**ACTIVITY:** Look for "canvas" in the records and copy every line that has it.

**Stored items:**
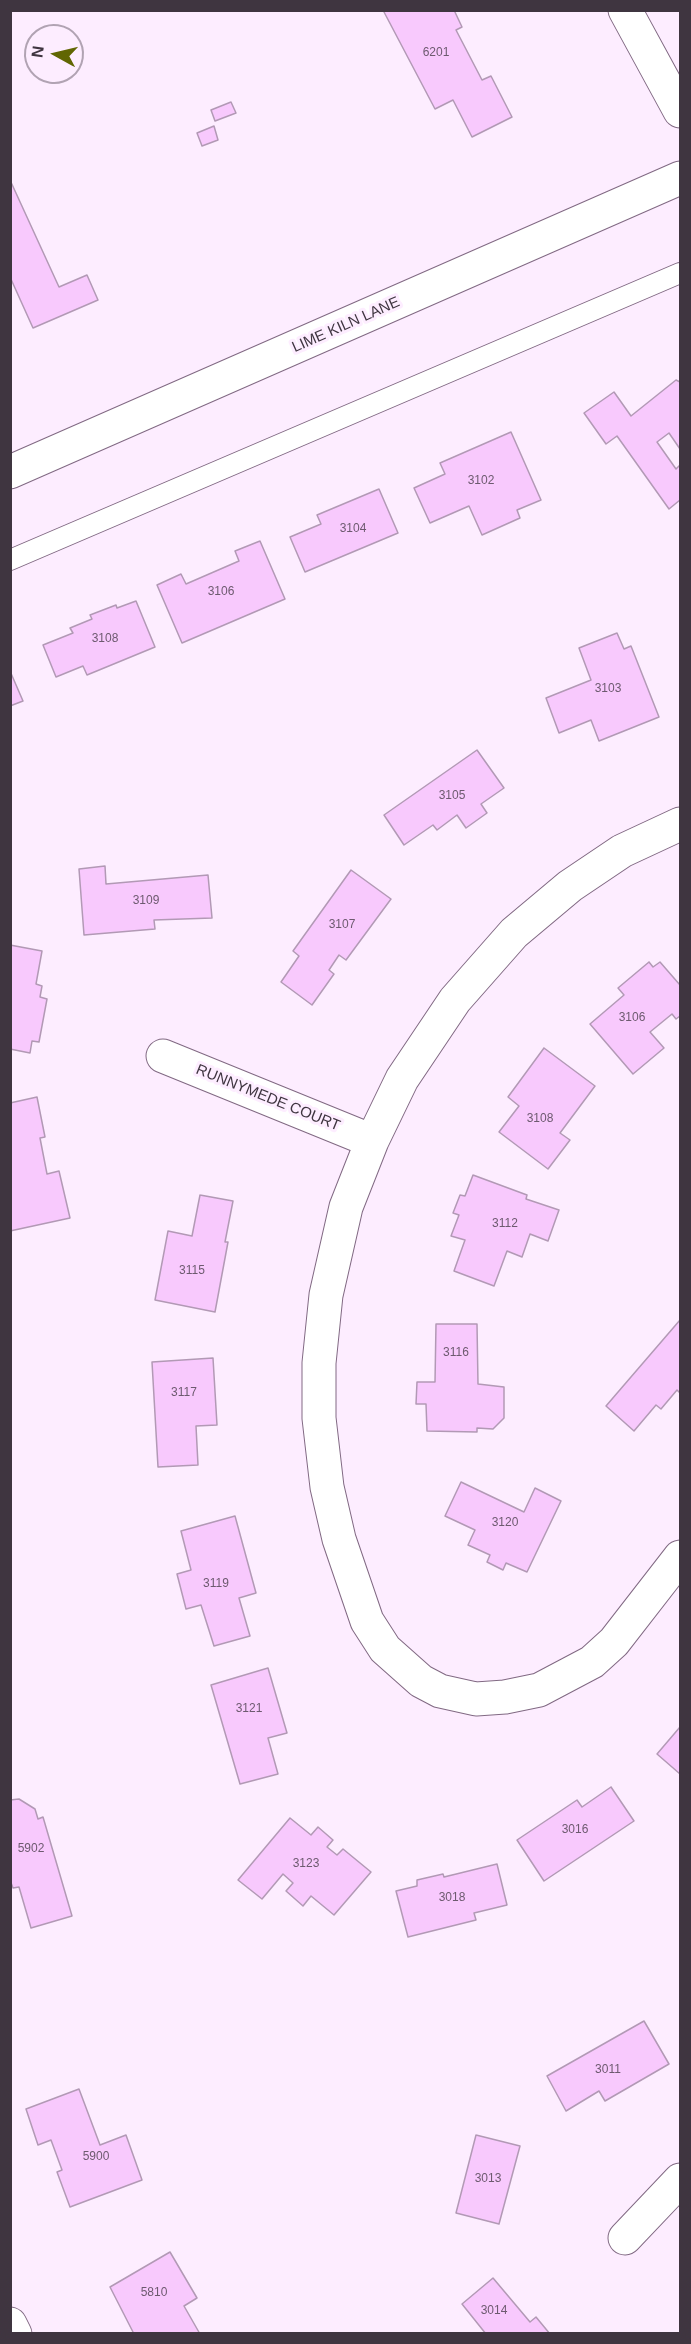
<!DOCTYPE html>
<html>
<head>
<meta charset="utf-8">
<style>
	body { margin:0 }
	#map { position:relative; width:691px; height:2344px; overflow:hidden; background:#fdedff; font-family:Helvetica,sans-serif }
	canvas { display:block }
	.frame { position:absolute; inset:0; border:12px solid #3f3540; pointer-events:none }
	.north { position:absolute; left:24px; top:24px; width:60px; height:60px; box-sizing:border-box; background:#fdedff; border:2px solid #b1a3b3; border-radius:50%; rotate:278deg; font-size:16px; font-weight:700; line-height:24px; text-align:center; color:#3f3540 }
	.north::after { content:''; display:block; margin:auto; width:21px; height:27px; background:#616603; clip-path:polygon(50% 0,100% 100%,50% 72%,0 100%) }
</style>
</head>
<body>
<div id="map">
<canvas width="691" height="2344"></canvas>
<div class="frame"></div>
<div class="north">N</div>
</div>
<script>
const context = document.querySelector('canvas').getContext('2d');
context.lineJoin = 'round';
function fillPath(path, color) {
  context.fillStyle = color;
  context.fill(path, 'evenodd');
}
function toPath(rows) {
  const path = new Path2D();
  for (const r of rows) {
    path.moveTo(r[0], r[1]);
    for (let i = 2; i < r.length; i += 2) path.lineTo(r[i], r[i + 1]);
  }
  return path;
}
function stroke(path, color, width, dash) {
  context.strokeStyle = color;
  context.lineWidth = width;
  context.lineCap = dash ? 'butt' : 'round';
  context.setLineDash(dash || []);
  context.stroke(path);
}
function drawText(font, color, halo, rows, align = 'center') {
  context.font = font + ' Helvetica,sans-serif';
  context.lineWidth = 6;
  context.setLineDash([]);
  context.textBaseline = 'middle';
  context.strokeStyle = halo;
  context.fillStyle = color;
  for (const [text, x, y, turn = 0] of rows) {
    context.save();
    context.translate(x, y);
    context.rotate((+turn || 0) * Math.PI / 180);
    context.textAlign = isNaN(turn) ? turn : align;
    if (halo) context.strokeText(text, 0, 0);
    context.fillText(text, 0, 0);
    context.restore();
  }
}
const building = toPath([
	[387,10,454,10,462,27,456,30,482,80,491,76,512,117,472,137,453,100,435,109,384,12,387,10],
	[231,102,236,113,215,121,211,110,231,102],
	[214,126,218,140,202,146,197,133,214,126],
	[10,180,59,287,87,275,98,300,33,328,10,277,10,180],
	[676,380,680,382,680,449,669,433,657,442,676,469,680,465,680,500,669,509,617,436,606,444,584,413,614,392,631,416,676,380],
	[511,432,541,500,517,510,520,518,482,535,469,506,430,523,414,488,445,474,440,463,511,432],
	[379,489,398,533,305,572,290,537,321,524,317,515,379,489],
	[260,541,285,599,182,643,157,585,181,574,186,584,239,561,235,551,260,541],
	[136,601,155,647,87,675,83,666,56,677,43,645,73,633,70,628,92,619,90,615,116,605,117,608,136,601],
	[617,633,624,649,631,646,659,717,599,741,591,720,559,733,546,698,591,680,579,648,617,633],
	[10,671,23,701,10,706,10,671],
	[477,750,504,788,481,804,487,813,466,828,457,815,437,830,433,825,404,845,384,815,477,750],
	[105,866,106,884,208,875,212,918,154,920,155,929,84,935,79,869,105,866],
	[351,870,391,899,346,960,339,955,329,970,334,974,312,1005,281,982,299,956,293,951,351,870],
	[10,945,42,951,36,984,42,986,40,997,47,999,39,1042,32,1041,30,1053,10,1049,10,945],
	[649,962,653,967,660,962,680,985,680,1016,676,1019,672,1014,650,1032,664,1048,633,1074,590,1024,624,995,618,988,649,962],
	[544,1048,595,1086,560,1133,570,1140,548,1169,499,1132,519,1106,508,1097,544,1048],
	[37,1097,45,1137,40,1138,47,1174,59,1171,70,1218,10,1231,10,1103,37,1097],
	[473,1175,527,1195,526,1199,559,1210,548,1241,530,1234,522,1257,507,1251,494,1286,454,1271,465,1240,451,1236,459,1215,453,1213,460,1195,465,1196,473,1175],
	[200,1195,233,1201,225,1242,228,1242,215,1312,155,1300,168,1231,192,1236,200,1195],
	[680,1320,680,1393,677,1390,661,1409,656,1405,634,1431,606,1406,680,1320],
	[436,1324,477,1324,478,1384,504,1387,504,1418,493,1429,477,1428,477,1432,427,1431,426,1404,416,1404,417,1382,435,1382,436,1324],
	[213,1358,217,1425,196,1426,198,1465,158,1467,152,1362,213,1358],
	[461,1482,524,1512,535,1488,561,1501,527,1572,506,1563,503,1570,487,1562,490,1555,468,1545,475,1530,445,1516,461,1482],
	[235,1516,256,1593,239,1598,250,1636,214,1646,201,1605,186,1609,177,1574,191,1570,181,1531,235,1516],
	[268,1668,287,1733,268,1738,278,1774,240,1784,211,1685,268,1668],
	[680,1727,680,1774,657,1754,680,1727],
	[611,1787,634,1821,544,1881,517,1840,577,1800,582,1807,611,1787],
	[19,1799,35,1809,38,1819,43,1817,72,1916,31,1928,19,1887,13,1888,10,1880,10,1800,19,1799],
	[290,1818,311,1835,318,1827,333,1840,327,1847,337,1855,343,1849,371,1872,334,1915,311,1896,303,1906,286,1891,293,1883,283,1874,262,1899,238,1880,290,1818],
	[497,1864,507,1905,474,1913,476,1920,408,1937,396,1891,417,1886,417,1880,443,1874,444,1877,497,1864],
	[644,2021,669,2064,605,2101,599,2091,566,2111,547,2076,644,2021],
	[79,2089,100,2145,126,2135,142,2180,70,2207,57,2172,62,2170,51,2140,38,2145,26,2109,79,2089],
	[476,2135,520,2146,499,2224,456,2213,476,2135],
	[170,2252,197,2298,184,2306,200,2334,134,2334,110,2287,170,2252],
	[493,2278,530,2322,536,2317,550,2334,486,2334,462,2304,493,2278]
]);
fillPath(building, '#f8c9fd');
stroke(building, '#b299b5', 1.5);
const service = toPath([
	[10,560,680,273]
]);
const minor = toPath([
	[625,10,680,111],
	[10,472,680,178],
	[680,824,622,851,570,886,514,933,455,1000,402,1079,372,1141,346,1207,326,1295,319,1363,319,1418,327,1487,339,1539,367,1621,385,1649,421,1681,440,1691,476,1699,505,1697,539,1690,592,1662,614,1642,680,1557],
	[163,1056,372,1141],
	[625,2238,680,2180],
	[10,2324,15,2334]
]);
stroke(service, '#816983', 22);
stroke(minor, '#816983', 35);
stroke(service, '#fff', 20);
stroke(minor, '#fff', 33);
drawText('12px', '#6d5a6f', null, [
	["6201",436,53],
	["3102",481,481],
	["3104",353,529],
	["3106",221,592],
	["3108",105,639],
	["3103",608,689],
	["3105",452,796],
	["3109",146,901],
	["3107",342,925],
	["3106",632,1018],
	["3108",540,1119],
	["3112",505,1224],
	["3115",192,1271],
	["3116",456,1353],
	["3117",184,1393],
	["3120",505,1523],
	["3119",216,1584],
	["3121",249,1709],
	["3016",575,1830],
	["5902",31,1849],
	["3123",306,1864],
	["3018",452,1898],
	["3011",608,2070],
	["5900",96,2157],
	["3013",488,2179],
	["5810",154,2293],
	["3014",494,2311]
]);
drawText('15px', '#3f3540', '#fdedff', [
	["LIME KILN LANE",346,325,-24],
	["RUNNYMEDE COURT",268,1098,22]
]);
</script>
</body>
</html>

**EXERCISE RESULT:**
	canvas { display:block }
<canvas width="691" height="2344"></canvas>
const context = document.querySelector('canvas').getContext('2d');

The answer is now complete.